Amazon doesn't think much of Larry Ellison.
At OpenWorld, Oracle's annual user conference, Ellison, the company's chairman, spent much of his keynote touting the company new database and bashing Amazon's rival product. To hear Ellison tell it, Oracle 18c is not only faster, cheaper, and better than Amazon's Redshift database, it can do things that Redshift can't do.
Amazon begged to differ on Monday. A representative for the company's Amazon Web Services cloud unit not only called Ellison's claims "factually incorrect," but accused him of being full of blarney.
"Most people know already that this sounds like Larry being Larry," the representative said. "No facts, wild claims, and lots of bluster."
One of the chief bones of contention was Ellison's claim that Amazon's Redshift database isn't "elastic." Elasticity refers to the ability to quickly and efficiently adapt to different sized workloads.
Contrary to Ellison, the AWS representative insisted that Redshift is indeed "elastic."
"Customers can resize their clusters whenever they want or can scale compute separately from storage," the representative said.
In addition to bashing Amazon, Ellison used his time on stage to tout Oracle 18c, a new autonomous database. With those two things together, Ellison made one thing clear: Oracle considers AWS to be its biggest competitor.
While AWS is the industry leader in cloud computing, Oracle has long-held the reins in databases. In 1979, Oracle became the first company to commercially release what's known as a relational database — now the industry standard.
AWS released its first database product, the Amazon Relational Database Service, in 2009. Amazon's database service can be used on top of Oracle's database.

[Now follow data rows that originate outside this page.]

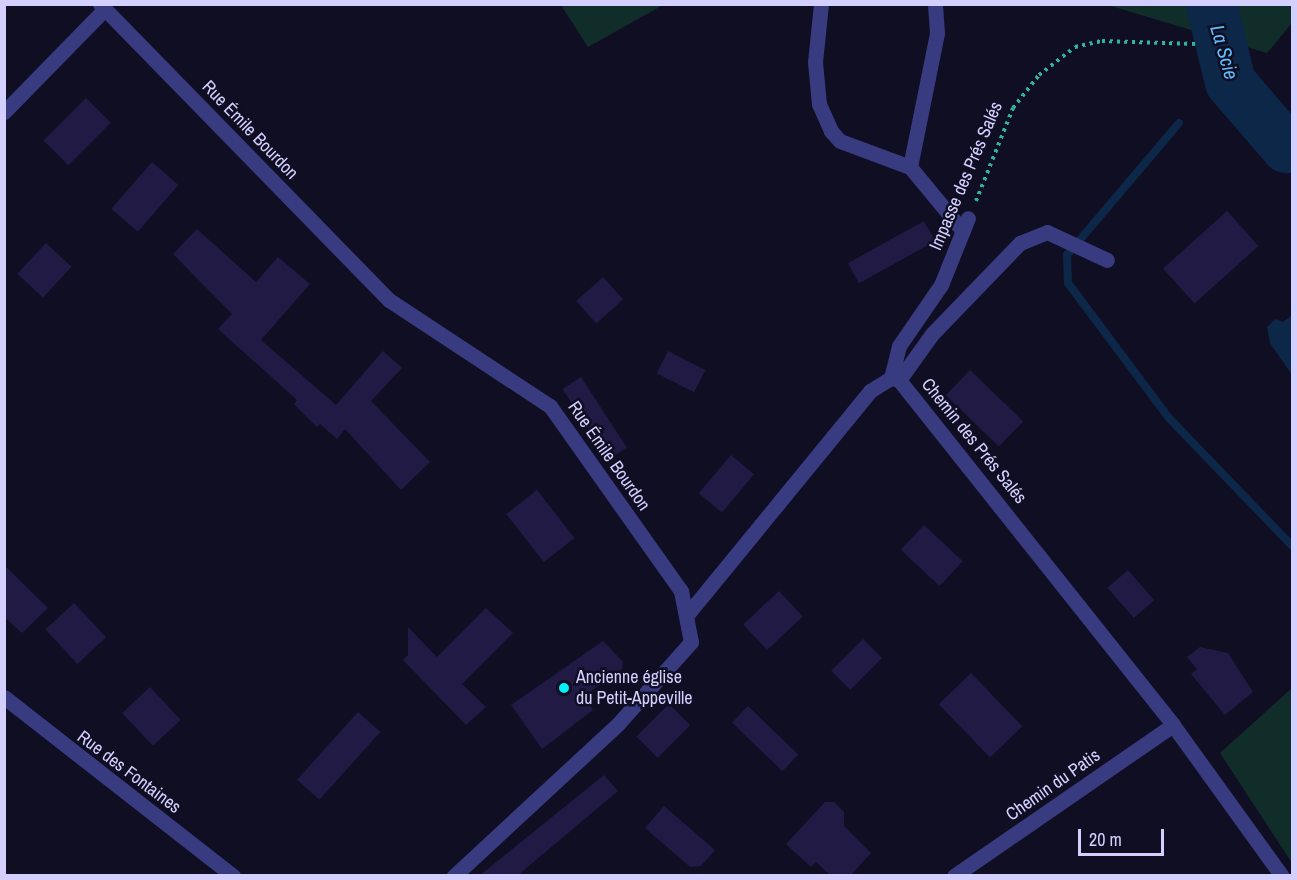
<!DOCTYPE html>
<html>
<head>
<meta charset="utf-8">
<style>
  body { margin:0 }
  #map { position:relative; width:1297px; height:880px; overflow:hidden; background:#100e23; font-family:"Archivo Narrow",sans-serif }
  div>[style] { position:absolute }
  .green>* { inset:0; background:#112d2a }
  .water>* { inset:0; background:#0d2748 }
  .stream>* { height:8px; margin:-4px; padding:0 4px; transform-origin:4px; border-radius:4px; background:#0d2748 }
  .river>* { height:51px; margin:-25.5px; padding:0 25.5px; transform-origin:25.5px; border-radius:25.5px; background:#0d2748 }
  .building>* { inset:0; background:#201a44; transform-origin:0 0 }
  .path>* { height:4px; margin-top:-2px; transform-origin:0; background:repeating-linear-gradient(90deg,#2fb4a3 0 3px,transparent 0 7.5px) }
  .service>* { height:15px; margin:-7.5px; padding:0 7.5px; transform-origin:7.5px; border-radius:7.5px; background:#393b81 }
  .minor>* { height:15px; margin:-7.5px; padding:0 7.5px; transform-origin:7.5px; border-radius:7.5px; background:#393b81 }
  .dots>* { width:16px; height:16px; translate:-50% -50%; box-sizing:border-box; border:3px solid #100e23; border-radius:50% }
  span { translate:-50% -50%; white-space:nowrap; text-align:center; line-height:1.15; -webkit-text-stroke:5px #100e23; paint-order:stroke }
  .street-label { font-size:18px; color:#d3d0ff }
  .poi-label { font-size:18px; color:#d3d0ff }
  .left { translate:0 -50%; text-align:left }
  .water-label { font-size:20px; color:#5fbefe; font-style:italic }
  .frame { position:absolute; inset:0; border:6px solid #d3d0ff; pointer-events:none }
  .scale { position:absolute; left:1078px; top:829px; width:86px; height:27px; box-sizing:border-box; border:3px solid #d3d0ff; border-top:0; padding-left:8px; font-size:18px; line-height:21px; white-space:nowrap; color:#d3d0ff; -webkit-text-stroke:4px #100e23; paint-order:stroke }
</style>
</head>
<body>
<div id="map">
  <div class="green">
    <i style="clip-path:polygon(561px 5px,663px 5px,588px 47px)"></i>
    <i style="clip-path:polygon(1108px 5px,1292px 5px,1292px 23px,1267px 53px)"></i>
    <i style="clip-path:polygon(1292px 688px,1292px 863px,1220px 753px)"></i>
  </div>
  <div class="water">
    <i style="clip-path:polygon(1292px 315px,1292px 375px,1270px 343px,1267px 327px,1275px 319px,1283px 322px)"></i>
  </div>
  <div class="stream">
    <i style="left:1179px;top:123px;width:173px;rotate:130.3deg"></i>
    <i style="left:1067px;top:255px;width:28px;rotate:88deg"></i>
    <i style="left:1068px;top:283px;width:169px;rotate:53.2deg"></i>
    <i style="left:1169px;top:418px;width:178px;rotate:46.1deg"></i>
  </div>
  <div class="river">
    <i style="left:1211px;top:4px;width:80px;rotate:76.3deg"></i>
    <i style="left:1230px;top:82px;width:86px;rotate:49.3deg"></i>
    <i style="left:1286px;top:147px;width:6px"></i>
  </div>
  <div class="building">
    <i style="left:86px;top:98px;width:35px;height:60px;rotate:45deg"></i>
    <i style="left:152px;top:162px;width:35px;height:62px;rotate:41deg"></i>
    <i style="left:1227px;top:211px;width:47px;height:86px;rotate:48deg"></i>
    <i style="left:924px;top:221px;width:23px;height:87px;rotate:61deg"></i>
    <i style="clip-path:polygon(197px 229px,256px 282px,278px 257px,310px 284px,261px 340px,336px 405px,383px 351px,402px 368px,371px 401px,430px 462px,401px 490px,345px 429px,337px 439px,320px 424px,317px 427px,294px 404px,297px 400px,218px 329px,232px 314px,173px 254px)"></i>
    <i style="left:46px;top:243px;width:35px;height:42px;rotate:43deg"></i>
    <i style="left:603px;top:277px;width:30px;height:36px;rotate:48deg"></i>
    <i style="left:668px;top:351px;width:42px;height:25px;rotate:27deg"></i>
    <i style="left:970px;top:370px;width:74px;height:35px;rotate:44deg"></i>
    <i style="left:581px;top:377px;width:84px;height:22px;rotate:57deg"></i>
    <i style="left:731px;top:455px;width:30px;height:50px;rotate:40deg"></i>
    <i style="left:537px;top:490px;width:61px;height:39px;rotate:52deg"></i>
    <i style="left:924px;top:525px;width:53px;height:34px;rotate:43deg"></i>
    <i style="clip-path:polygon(4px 565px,48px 608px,22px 633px,4px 617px)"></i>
    <i style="left:1128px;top:570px;width:40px;height:27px;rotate:49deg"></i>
    <i style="left:779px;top:591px;width:35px;height:49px;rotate:47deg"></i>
    <i style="left:74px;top:603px;width:47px;height:39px;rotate:47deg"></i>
    <i style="clip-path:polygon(486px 608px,513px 633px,462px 684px,486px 707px,466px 725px,403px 660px,408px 655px,408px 627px,437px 657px)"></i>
    <i style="left:863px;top:639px;width:27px;height:45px;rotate:45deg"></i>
    <i style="clip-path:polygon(603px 641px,623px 662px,622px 669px,584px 696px,593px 710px,542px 749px,511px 705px)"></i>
    <i style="clip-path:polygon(1200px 647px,1228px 653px,1253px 692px,1225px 715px,1191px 674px,1197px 669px,1187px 657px)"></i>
    <i style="left:971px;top:673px;width:74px;height:45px;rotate:46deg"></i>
    <i style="left:150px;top:687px;width:45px;height:38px;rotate:47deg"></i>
    <i style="left:669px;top:704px;width:30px;height:46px;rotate:45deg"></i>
    <i style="left:748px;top:706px;width:70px;height:23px;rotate:44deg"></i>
    <i style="left:358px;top:712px;width:30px;height:91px;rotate:42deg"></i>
    <i style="clip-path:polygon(604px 775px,618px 791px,517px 876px,479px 876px)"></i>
    <i style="clip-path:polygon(825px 802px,834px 802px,844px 812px,844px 826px,871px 853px,850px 876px,831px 876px,816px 862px,811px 867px,786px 844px)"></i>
    <i style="clip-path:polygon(664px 806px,715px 850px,701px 866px,690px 867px,645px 828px)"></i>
  </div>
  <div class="path">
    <i style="left:976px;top:201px;width:100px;rotate:-68.3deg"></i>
    <i style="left:1013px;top:108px;width:42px;rotate:-51.8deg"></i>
    <i style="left:1039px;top:75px;width:46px;rotate:-37.9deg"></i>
    <i style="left:1075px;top:47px;width:28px;rotate:-13deg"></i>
    <i style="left:1102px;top:41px;width:94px;rotate:1.8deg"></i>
  </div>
  <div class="service">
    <i style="left:821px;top:4px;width:58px;rotate:95.9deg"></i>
    <i style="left:815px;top:62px;width:42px;rotate:84.6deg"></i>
    <i style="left:819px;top:104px;width:30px;rotate:66deg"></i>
    <i style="left:831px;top:131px;width:13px;rotate:48deg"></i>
    <i style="left:840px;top:141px;width:75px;rotate:20.4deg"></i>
    <i style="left:910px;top:167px;width:83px;rotate:50.4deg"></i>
    <i style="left:4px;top:112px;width:144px;rotate:-45.6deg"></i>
    <i style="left:910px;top:167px;width:137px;rotate:-78.6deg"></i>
    <i style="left:937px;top:33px;width:29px;rotate:-94deg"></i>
    <i style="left:899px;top:380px;width:57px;rotate:-54.3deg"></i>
    <i style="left:932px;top:334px;width:127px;rotate:-46deg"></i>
    <i style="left:1020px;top:243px;width:29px;rotate:-22deg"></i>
    <i style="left:1047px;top:232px;width:66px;rotate:25deg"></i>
  </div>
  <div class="minor">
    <i style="left:100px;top:4px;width:414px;rotate:45.7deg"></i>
    <i style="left:389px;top:300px;width:193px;rotate:33.4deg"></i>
    <i style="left:550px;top:406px;width:227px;rotate:54.7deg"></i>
    <i style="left:681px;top:591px;width:52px;rotate:78.9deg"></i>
    <i style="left:691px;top:642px;width:110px;rotate:131.7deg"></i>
    <i style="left:618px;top:724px;width:224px;rotate:137.2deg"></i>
    <i style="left:891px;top:378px;width:33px;rotate:-76deg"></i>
    <i style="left:899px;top:346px;width:74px;rotate:-55.5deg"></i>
    <i style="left:941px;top:285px;width:72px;rotate:-68.1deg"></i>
    <i style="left:686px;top:616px;width:291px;rotate:-50.7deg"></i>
    <i style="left:870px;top:391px;width:25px;rotate:-32deg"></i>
    <i style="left:891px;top:378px;width:8px;rotate:14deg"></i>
    <i style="left:899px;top:380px;width:441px;rotate:51.5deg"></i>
    <i style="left:1173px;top:725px;width:186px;rotate:54.2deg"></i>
    <i style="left:4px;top:697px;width:291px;rotate:38deg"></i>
    <i style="left:954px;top:876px;width:266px;rotate:-34.6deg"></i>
  </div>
  <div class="dots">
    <i style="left:564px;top:688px;background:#02f0f9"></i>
  </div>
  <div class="street-label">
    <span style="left:250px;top:130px;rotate:46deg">Rue Émile Bourdon</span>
    <span style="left:966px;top:176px;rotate:-67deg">Impasse des Prés Salés</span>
    <span style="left:974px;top:441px;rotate:51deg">Chemin des Prés Salés</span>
    <span style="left:609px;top:456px;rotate:55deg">Rue Émile Bourdon</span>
    <span style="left:129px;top:772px;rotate:37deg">Rue des Fontaines</span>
    <span style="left:1053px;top:785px;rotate:-35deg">Chemin du Patis</span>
  </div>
  <div class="poi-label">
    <span class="left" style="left:576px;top:688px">Ancienne église<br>du Petit-Appeville</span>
  </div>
  <div class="water-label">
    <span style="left:1225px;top:52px;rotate:74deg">La Scie</span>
  </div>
  <div class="frame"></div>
  <div class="scale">20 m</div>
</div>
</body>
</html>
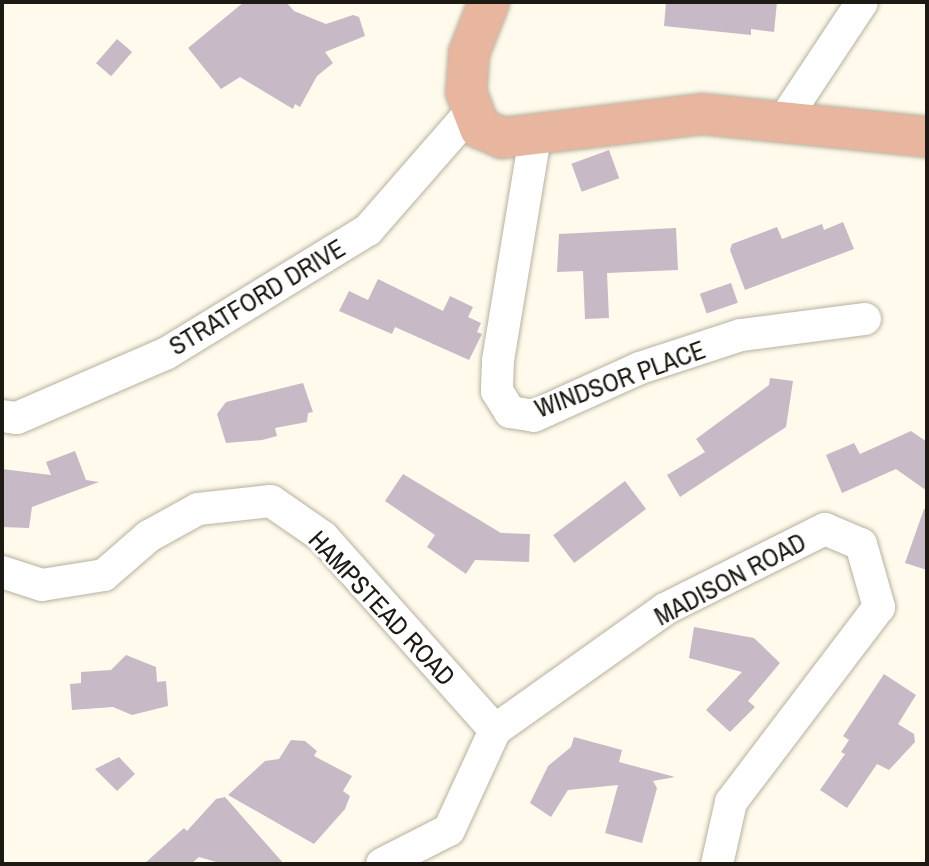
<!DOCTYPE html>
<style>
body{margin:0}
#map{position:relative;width:929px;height:866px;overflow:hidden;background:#fffaeb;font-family:"Archivo Narrow",sans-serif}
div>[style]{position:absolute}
.building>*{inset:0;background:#c8b9c7;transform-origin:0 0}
.roads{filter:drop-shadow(0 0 2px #b7b1a0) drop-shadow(0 0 2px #b7b1a0)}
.minor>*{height:32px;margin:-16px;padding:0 16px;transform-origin:16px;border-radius:16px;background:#fff}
.major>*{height:40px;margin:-20px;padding:0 20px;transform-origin:20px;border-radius:20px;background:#e8b59e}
span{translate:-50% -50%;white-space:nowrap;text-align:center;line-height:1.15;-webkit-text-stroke:6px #fff;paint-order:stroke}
.street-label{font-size:26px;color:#1c1a13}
.frame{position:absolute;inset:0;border:4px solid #1c1a13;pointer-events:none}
</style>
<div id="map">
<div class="building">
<i style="clip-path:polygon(244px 2px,286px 2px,294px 11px,326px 24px,353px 15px,359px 17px,365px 36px,325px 52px,333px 63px,317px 76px,300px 107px,295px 104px,293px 109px,240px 77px,221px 89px,188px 48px)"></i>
<i style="clip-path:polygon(666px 2px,777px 2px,774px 32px,751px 29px,751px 35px,664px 26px)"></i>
<i style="left:117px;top:39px;width:20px;height:32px;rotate:41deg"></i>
<i style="left:609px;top:150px;width:30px;height:40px;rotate:70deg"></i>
<i style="clip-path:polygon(843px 222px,854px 249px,745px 290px,730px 250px,732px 244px,777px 227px,782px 239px,822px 224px,824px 230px)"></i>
<i style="clip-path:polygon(676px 228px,678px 270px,607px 273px,609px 318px,585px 319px,583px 271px,557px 272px,559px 234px)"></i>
<i style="clip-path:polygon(378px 279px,443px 311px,450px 296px,473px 307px,468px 317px,481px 323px,477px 332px,482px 334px,469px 360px,395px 327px,392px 334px,339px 311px,349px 291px,368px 300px)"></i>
<i style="left:731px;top:283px;width:21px;height:33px;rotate:71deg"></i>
<i style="clip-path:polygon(770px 378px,793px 381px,786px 427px,680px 497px,667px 475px,705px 452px,696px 439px,769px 385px)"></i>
<i style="clip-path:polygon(303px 383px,313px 412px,308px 413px,307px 422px,275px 428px,277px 436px,262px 440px,226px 443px,217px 414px,226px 402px)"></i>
<i style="clip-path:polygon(911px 431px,927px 442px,927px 491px,896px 469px,842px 493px,826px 455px,854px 443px,860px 454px)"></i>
<i style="clip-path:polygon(75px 451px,86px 480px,99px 482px,32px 507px,29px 528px,2px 527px,2px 469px,51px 475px,46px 462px)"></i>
<i style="clip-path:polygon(403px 474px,501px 533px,530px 534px,529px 562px,475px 560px,466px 574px,427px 547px,435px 535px,385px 501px)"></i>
<i style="left:625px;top:481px;width:35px;height:90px;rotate:53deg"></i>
<i style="clip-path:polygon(924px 509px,927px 509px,927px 570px,905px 563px)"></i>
<i style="clip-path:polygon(694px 627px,754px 638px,780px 663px,748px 701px,755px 707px,730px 732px,706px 710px,742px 672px,689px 658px)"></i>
<i style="clip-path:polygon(126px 655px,156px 667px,157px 682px,166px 681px,168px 706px,132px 715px,113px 707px,72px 710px,70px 684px,81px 683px,81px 672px,111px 670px)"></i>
<i style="clip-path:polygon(884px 674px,916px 695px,898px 724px,914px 734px,915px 742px,889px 770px,877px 764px,847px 808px,820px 790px,845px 754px,841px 752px,849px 740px,843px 736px)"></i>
<i style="clip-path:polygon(574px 737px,622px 750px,619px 762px,675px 777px,653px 781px,657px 788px,642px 843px,605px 833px,618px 785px,568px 790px,551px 817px,530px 803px,548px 766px,571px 747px)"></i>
<i style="clip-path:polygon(291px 740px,305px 741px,317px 751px,314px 756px,352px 776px,343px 791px,350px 796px,345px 809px,314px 844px,228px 795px,265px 761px,279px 759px)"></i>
<i style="clip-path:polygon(119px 757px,135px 774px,117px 791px,95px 769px)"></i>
<i style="clip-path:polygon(225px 797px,284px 864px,223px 864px,199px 857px,191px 864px,144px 864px,184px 828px,187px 831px,216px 799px)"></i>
</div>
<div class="roads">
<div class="minor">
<i style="left:784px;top:120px;width:141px;rotate:-56.5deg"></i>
<i style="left:535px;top:137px;width:226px;rotate:99.4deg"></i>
<i style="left:498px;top:360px;width:31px;rotate:92deg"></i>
<i style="left:497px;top:391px;width:25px;rotate:58deg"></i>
<i style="left:510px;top:412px;width:24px;rotate:9deg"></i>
<i style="left:534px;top:416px;width:116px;rotate:-24.4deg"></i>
<i style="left:640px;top:368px;width:106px;rotate:-18.1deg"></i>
<i style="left:741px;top:335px;width:125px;rotate:-7.4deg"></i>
<i style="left:2px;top:416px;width:15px;rotate:8deg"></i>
<i style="left:17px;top:418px;width:163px;rotate:-23.4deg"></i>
<i style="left:167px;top:353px;width:236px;rotate:-31.5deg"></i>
<i style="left:368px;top:230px;width:155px;rotate:-48.9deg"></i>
<i style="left:2px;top:572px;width:42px;rotate:18deg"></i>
<i style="left:42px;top:585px;width:63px;rotate:-9.2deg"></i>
<i style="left:104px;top:575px;width:60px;rotate:-40.9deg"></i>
<i style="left:149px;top:536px;width:56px;rotate:-28.9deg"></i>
<i style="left:198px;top:509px;width:73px;rotate:-6.3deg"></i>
<i style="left:271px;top:501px;width:63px;rotate:34.7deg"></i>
<i style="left:323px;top:537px;width:259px;rotate:48.3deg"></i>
<i style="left:382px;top:864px;width:75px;rotate:-26.9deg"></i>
<i style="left:449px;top:830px;width:110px;rotate:-65.3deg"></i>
<i style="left:495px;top:730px;width:209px;rotate:-35.4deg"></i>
<i style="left:665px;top:609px;width:179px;rotate:-26.6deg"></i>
<i style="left:825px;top:529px;width:39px;rotate:23deg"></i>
<i style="left:861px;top:544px;width:66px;rotate:74.1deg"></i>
<i style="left:879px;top:607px;width:245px;rotate:127.2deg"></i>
<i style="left:731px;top:802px;width:64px;rotate:102.7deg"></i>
</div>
<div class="major">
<i style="left:489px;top:2px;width:55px;rotate:111.4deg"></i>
<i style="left:469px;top:53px;width:39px;rotate:94deg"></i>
<i style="left:466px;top:92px;width:39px;rotate:69deg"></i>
<i style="left:480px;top:128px;width:24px;rotate:24deg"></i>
<i style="left:502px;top:138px;width:201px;rotate:-6.8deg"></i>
<i style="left:702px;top:114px;width:226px;rotate:5.8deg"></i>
</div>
</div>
<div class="street-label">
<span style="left:257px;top:297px;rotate:-31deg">STRATFORD DRIVE</span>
<span style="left:620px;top:379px;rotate:-20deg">WINDSOR PLACE</span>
<span style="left:730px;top:579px;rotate:-28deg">MADISON ROAD</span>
<span style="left:382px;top:608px;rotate:47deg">HAMPSTEAD ROAD</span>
</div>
<div class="frame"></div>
</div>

Oracle's dominance has slipped in recent years, as AWS's developed a reputation for having cheap and quick cloud and database offerings, and Ellison has started to address the growing threat from Amazon. His OpenWorld keynote last year was similarly focused on how Oracle's cloud is better than Amazon's.
"You know when I'm talking about Amazon, I'm being nothing but fair. You can count on that," Ellison said at the time.
Whether or not customers agree is of great monetary importance to Ellison. He and Oracle's co-CEOs, Safra Catz and Mark Hurd, are under tremendous pressure to increase the company's cloud revenues and raise its stock price to $80 a share. They will only receive their stock awards — which represents the bulk of their compensation — if they meet their goals by 2020.
So far, it's not looking good. Following a disappointing quarterly forecast on September 15, Oracle's stock price plunged 8%, and it has yet to recover.